Yahoo Sports NFL expert Charles McDonald slotted Robinson as the seventh most talented prospect in his top-100 rankings and the only running back to crack the top 40 spots (Alabama’s Jahmyr Gibbs and Tulane’s Tyjae Spears ranked 42 and 43, respectively).

In his most recent mock draft, McDonald projected the Tampa Bay Buccaneers selecting Robinson at 19.

But Robinson’s draft slot will be as influenced by the NFL’s shifting perception of running back value as it will by his talent and playmaking. Modern NFL offenses favor the pass. Front offices increasingly view physical running backs who absorb punishing blows skeptically, concerned about their longevity and the risk of an asset deteriorating more rapidly than at other positions.

Robinson often watches San Francisco 49ers running back Christian McCaffrey, who averaged 110 yards per game after the 49ers traded for him last year. McCaffrey collected 67.8 of those by ground and 42.2 by air. McCafreey scored 40% of his 10 touchdowns in 11 games via receptions.
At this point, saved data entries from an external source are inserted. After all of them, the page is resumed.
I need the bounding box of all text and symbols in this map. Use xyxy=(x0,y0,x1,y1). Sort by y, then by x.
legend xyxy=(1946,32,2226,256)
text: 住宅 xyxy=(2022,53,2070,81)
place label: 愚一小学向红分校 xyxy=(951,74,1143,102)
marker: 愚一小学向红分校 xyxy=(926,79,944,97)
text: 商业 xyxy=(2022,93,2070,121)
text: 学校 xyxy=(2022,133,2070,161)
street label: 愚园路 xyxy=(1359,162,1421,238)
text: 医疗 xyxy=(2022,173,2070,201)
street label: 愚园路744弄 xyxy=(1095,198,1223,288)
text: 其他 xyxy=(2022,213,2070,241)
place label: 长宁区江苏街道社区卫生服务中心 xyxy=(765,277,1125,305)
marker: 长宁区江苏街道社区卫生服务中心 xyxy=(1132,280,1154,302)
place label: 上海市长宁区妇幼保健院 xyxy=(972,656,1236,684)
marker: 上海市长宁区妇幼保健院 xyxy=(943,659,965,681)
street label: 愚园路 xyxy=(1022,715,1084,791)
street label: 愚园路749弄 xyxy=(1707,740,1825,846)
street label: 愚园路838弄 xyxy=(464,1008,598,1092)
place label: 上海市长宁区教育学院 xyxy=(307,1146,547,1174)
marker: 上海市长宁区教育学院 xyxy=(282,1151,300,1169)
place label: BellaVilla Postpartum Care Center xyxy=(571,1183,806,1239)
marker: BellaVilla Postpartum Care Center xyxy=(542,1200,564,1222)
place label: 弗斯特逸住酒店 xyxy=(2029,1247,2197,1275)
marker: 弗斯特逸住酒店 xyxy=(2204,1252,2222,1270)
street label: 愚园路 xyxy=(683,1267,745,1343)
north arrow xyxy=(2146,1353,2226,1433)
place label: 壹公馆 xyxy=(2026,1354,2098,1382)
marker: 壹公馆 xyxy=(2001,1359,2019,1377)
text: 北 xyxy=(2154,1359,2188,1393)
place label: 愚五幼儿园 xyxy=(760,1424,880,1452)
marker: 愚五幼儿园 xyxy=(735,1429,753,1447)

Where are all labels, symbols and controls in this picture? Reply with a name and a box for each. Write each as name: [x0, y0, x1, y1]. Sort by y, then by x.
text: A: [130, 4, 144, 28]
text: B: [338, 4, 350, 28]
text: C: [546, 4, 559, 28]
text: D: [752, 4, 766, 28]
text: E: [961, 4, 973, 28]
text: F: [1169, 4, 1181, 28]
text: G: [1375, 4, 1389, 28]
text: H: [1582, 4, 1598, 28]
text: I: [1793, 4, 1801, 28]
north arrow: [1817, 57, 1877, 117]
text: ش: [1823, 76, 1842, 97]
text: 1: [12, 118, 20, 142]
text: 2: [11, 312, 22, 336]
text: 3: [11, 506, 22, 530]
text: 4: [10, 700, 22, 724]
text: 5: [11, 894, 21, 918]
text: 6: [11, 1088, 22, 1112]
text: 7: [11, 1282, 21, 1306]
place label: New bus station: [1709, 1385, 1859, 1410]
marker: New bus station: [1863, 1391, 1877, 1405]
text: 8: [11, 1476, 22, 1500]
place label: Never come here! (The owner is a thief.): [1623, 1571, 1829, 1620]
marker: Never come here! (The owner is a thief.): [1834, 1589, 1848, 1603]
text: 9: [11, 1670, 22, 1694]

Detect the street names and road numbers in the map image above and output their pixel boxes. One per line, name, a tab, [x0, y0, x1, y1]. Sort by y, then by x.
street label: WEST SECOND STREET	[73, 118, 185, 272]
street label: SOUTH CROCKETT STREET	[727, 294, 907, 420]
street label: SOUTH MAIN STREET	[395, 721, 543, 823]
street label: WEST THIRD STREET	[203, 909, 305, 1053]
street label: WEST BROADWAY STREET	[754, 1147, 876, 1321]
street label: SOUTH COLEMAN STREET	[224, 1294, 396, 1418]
“He’s such a big part of his offense,” Robinson said. “And for me, I can do the exact same thing for whichever team I end up at. You definitely said it the right way, that hybrid. That’s what I think the running back position value should go to now.”

How Robinson’s tackle-breaking, sure hands would benefit Cowboys

When asked for a play that sums up how he will threaten at the NFL level, Robinson needs two because, well, he’s marrying two skill sets to make plays.

He points to the post route he ran in a 24-21 win over Iowa State, Robinson first beating the safety with his release and then needing just one hand to bring in a ball that was thrown higher than intended.

“That’s the play coaches look at and go, ‘All right, this dude can do some things,’” Robinson said.

Then he describes an inside zone run where he cut to one side, and then the other, of the field. Robinson outraced the defenders chasing him down en route to a deep touchdown. A conversation about Robinson that doesn’t include his tackle-breaking ability isn’t a complete conversation about him.

“It’s a lot of film study obviously,” Robinson said. “How you look at angles on defenders and how you set defenders up is really big in how you can break a lot of tackles. For me, I look at, we call it in football the ‘quarter’ so it’s the shoulders and my shoulder angles. I think I can do a really good job of dissecting the angle I’m trying to take against a defender. I think obviously that’s a gift from God [and one I’ll] keep working on.

“It’s one of the things I love to do.”

Soon, Robinson will find out which team will employ his play-making skills and analytical approach. The Cowboys will be watching closely to see if he falls within their range, a chance to tag-team with Pollard in 2023 and then to provide stability for years to come — whether on one contract or more.

“When you lose a guy like Zeke, you want a young guy coming in here,” Stephen Jones said. “Who’s to say at what point that would be whether it’s first, second, third or fourth who knows where that might come up. But certainly a spot where, if the right guy were there …

“As we go through the draft, I can’t imagine [a running back’s] not going to get a lot of attention in terms of us going through what he can do for our football team.”